Axis Bank has also revised its FCNR(B) rates for the same tenure. The bank has increased the rate by 3.05 percentage points and will now offer 6% interest on deposits with a maturity period of 3 to 5 years.
The rate hike comes as banks compete to attract more foreign currency deposits from NRIs.
Why Are Banks Increasing FCNR Rates?
Banks are looking to strengthen their foreign currency reserves and bring more overseas funds into the Indian banking system.
As competition for foreign currency deposits increases, several banks have started offering higher returns to make FCNR(B) accounts more attractive for NRI customers.
Higher interest rates can encourage NRIs to park more money in Indian banks, especially when returns become more competitive.
What Is an FCNR(B) Account?
An FCNR(B) account allows NRIs to keep their savings in foreign currencies such as US dollars, British pounds, euros, and others.
One of the biggest advantages of these accounts is that depositors are protected from exchange rate fluctuations. Since the money remains in foreign currency, investors do not have to worry about currency conversion losses.

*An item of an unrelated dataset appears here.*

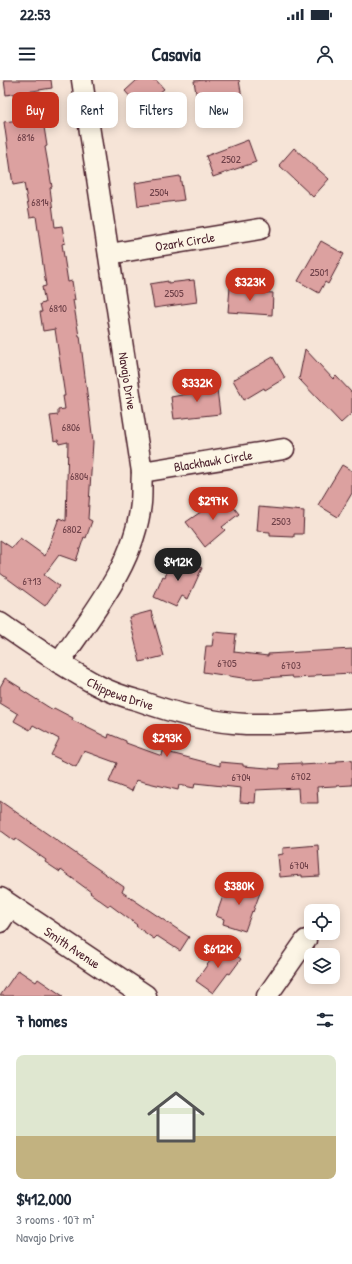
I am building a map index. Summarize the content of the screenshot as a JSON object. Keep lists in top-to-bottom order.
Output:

With interest rates now reaching 6%, FCNR(B) deposits have become a more attractive investment option for many NRIs.
More Banks May Follow
If other major banks introduce similar rate hikes, foreign currency deposit inflows could increase further in the coming months.
Higher foreign currency deposits can also help improve the liquidity position of the Indian banking sector and strengthen the availability of overseas funds.